[Opening RECORDS section]

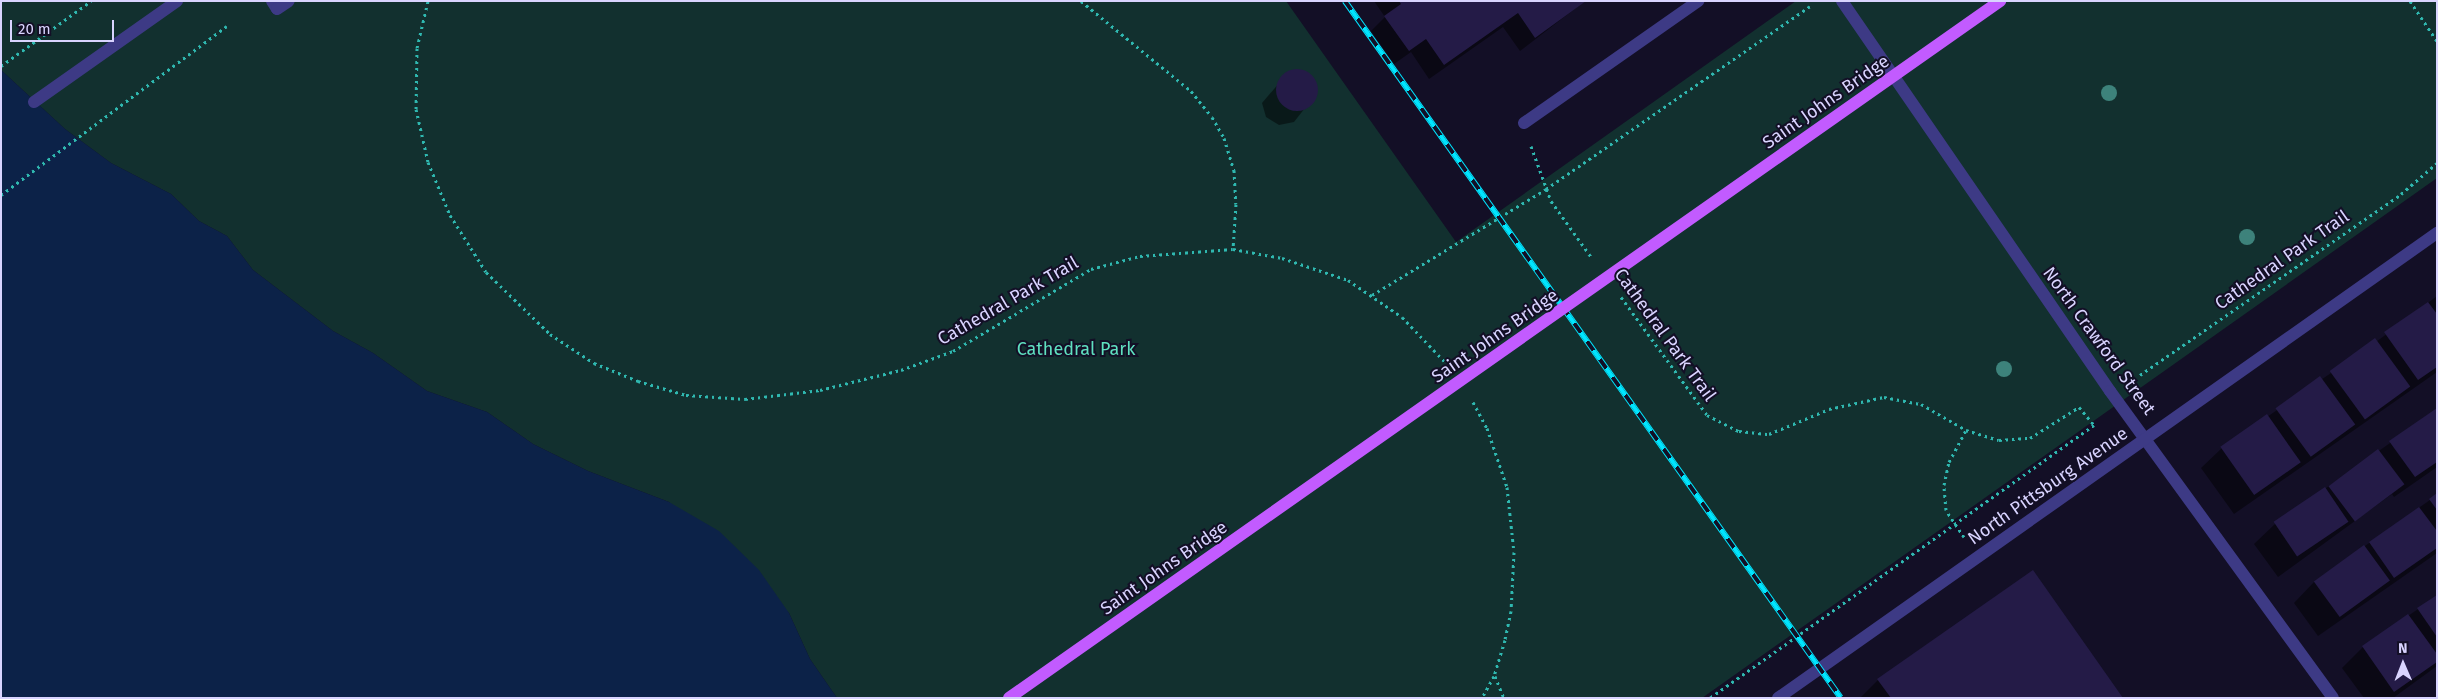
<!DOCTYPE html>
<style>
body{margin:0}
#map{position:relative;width:2438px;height:699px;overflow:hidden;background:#130f26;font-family:"Fira Sans",sans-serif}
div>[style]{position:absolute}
.green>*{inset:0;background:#12302f}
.water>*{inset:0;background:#0c2248}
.shadow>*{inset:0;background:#0007}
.building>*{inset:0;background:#241b47;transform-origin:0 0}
.round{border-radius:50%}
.path>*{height:3px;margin-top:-1.5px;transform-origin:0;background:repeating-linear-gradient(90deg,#2fb8b0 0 2.5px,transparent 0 6.5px)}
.minor>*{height:12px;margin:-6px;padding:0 6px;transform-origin:6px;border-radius:6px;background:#3d3a85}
.rail>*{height:5.5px;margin-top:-2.75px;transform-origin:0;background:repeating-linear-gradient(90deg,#130f26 0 11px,#00e5ff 0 22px);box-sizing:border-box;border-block:1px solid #00e5ff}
.major-bridge>*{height:12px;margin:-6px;padding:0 6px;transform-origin:6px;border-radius:6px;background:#c25bff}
.trees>*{width:16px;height:16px;margin:-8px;border-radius:50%;background:#3d827b}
span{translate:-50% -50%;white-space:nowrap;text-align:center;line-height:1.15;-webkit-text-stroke:4px #130f26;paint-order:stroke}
.street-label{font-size:18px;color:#d9d4ff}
.park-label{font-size:18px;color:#5fe0c0}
.frame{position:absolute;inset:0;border:2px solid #d9d4ff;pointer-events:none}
.north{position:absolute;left:2378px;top:639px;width:50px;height:50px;-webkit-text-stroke:4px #130f26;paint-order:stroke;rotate:359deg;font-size:14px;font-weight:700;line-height:20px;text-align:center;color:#d9d4ff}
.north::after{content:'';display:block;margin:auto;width:18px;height:22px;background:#d9d4ff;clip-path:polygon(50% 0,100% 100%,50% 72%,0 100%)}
.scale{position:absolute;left:10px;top:20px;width:104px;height:22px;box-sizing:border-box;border:2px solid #d9d4ff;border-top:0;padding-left:6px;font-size:15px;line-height:18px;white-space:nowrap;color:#d9d4ff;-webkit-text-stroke:4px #130f26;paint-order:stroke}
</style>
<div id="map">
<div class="green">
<div style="clip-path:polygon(1px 1px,1286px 1px,1456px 242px,1796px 1px,2437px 1px,2437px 178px,1702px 698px,837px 698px,810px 659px,789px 613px,669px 502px,588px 471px,533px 444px,487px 412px,427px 391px,373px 353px,333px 331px,253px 270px,227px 236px,199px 221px,171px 194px,111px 163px,65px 129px,1px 70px)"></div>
</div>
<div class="water">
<div style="clip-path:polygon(1px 70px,65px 129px,111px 163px,171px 194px,199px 221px,227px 236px,253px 270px,333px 331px,373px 353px,427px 391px,487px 412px,533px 444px,588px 471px,669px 502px,719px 531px,759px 570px,789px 613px,810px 659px,837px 698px,1px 698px)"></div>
</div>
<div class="shadow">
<div style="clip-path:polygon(1374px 1px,1585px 1px,1520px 51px,1503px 27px,1429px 79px,1411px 52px,1394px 64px,1371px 31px,1385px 17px)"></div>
<div style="clip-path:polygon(1301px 71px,1313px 79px,1316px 94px,1294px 122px,1279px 125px,1266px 117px,1262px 103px,1286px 75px)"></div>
<div style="clip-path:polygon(2437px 296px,2437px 372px,2234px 514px,2201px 468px,2222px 448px,2376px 342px)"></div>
<div style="clip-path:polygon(2437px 410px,2437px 467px,2394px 497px,2392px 494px,2278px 577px,2254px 544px,2275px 524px)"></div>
<div style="clip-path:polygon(2437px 495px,2437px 553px,2318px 636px,2294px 603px,2314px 582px)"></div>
<div style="clip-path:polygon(2437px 596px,2437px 666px,2393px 698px,2364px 698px,2342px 668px,2363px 647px)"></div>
<div style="clip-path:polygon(1878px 680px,2121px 698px,1860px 698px)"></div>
</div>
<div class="building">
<div style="clip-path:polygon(1399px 1px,1586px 1px,1535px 38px,1518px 13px,1444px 65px,1426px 39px,1409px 51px,1384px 16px,1401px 4px)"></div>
<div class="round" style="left:1276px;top:69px;width:42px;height:42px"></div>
<div style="clip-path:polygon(2428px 302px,2437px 314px,2437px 367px,2418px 380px,2384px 332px)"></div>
<div style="left:2375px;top:338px;width:60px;height:56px;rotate:54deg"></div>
<div style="left:2320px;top:376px;width:60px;height:55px;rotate:54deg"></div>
<div style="clip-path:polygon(2437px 408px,2437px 462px,2415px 477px,2389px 441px)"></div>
<div style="left:2267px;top:414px;width:59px;height:57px;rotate:55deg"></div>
<div style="left:2378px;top:449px;width:44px;height:62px;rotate:53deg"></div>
<div style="left:2325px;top:487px;width:42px;height:62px;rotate:56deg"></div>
<div style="clip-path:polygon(2437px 493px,2437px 510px,2429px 499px)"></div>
<div style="clip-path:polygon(2419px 507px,2437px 531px,2437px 548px,2394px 578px,2369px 542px)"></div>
<div style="left:2364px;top:545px;width:44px;height:62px;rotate:54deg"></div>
<div style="clip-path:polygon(2033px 570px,2123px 698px,1891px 698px,1877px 679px)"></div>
<div style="clip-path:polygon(2437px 595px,2437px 637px,2417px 608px)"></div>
<div style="clip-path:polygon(2408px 614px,2437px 654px,2437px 662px,2394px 692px,2362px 646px)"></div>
</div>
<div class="path">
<div style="left:428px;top:1px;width:48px;rotate:103.2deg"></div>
<div style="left:417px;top:48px;width:61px;rotate:90.9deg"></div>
<div style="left:416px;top:109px;width:54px;rotate:77.2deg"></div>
<div style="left:428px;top:162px;width:57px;rotate:67.5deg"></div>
<div style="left:450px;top:215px;width:67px;rotate:57.7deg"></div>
<div style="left:486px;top:272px;width:89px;rotate:44.1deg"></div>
<div style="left:550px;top:334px;width:53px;rotate:33.4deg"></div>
<div style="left:594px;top:363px;width:48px;rotate:22.2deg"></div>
<div style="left:638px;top:381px;width:50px;rotate:16.3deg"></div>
<div style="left:686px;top:395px;width:59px;rotate:3.9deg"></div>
<div style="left:745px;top:399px;width:76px;rotate:-6.8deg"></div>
<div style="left:820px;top:390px;width:83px;rotate:-13.9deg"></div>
<div style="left:901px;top:370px;width:55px;rotate:-20.1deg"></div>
<div style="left:953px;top:351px;width:161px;rotate:-30.7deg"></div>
<div style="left:1091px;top:269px;width:51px;rotate:-14.9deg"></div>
<div style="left:1140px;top:256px;width:93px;rotate:-4.3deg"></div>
<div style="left:1233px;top:249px;width:50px;rotate:10.4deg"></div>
<div style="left:1282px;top:258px;width:70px;rotate:18.4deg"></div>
<div style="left:1348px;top:280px;width:65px;rotate:34.4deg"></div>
<div style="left:1402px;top:317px;width:62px;rotate:46.3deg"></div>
<div style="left:1081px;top:1px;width:142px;rotate:39.3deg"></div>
<div style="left:1191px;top:91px;width:33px;rotate:51deg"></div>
<div style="left:1212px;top:117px;width:24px;rotate:60deg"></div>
<div style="left:1224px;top:138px;width:34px;rotate:73deg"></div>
<div style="left:1234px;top:170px;width:34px;rotate:87deg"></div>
<div style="left:1236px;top:204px;width:45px;rotate:93.8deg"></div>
<div style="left:2410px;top:1px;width:48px;rotate:56deg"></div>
<div style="left:1px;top:66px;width:111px;rotate:-35.8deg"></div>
<div style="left:1531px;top:146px;width:59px;rotate:70deg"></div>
<div style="left:1551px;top:201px;width:70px;rotate:54.3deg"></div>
<div style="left:1px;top:195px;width:282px;rotate:-36.8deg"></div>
<div style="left:1372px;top:295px;width:204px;rotate:-31.3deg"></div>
<div style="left:1546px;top:189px;width:321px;rotate:-34.7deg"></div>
<div style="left:1621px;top:297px;width:146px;rotate:53.9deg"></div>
<div style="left:1707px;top:415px;width:36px;rotate:27deg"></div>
<div style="left:1739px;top:431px;width:30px;rotate:6deg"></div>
<div style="left:1769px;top:434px;width:65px;rotate:-22.6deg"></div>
<div style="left:1829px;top:409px;width:56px;rotate:-12.3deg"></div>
<div style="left:1884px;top:397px;width:38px;rotate:11deg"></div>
<div style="left:1921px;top:404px;width:52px;rotate:30deg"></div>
<div style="left:1966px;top:430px;width:34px;rotate:17deg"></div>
<div style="left:1999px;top:440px;width:31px;rotate:-4deg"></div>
<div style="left:2030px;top:438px;width:58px;rotate:-32.3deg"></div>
<div style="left:2079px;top:407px;width:23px;rotate:50deg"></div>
<div style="left:2094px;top:425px;width:471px;rotate:144.6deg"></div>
<div style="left:2140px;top:375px;width:318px;rotate:-34.7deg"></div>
<div style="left:2401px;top:194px;width:48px;rotate:-40.7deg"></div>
<div style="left:1473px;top:402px;width:30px;rotate:62deg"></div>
<div style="left:1487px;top:428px;width:62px;rotate:71.3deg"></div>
<div style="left:1507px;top:487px;width:65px;rotate:83.9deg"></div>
<div style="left:1514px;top:552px;width:59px;rotate:92.9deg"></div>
<div style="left:1511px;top:611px;width:30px;rotate:102deg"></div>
<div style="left:1505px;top:640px;width:38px;rotate:107deg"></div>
<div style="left:1494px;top:676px;width:25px;rotate:119deg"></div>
<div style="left:1964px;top:537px;width:32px;rotate:-124deg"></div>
<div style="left:1946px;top:510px;width:25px;rotate:-95deg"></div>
<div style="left:1944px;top:485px;width:24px;rotate:-78deg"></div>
<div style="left:1949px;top:462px;width:36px;rotate:-62deg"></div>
<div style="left:1495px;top:676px;width:24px;rotate:68deg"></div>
</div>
<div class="minor">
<div style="left:272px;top:1px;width:9px;rotate:58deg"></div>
<div style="left:277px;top:9px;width:14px;rotate:-34deg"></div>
<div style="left:1842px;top:1px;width:473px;rotate:55.5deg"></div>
<div style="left:2110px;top:391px;width:379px;rotate:54deg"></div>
<div style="left:34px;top:102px;width:175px;rotate:-35.2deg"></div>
<div style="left:1524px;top:123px;width:213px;rotate:-35deg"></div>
<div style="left:1778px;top:698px;width:807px;rotate:-35.21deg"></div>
</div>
<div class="rail">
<div style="left:1345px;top:1px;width:855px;rotate:54.56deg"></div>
</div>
<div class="major-bridge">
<div style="left:1009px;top:698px;width:1212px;rotate:-35.12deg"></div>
</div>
<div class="trees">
<div style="left:2109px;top:93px"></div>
<div style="left:2247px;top:237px"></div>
<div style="left:2004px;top:369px"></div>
</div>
<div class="street-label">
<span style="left:1826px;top:102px;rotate:-35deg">Saint Johns Bridge</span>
<span style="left:2282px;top:260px;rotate:-35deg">Cathedral Park Trail</span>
<span style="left:1008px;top:301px;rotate:-30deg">Cathedral Park Trail</span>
<span style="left:1665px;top:335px;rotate:54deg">Cathedral Park Trail</span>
<span style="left:1495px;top:336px;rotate:-35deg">Saint Johns Bridge</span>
<span style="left:2099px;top:341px;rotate:54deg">North Crawford Street</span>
<span style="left:2048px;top:486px;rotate:-35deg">North Pittsburg Avenue</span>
<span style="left:1164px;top:568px;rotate:-35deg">Saint Johns Bridge</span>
</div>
<div class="park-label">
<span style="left:1076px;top:349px">Cathedral Park</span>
</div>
<div class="frame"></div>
<div class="north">N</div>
<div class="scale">20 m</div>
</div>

[Closing RECORDS section]

> **WORK TO BE COMPLETED**: Write out, exactly and with no pictures, the lines of the data from the first through the line containing "0 2.5px,transparent 0".

> **ANSWER FOR THIS EXERCISE**:
<!DOCTYPE html>
<style>
body{margin:0}
#map{position:relative;width:2438px;height:699px;overflow:hidden;background:#130f26;font-family:"Fira Sans",sans-serif}
div>[style]{position:absolute}
.green>*{inset:0;background:#12302f}
.water>*{inset:0;background:#0c2248}
.shadow>*{inset:0;background:#0007}
.building>*{inset:0;background:#241b47;transform-origin:0 0}
.round{border-radius:50%}
.path>*{height:3px;margin-top:-1.5px;transform-origin:0;background:repeating-linear-gradient(90deg,#2fb8b0 0 2.5px,transparent 0 6.5px)}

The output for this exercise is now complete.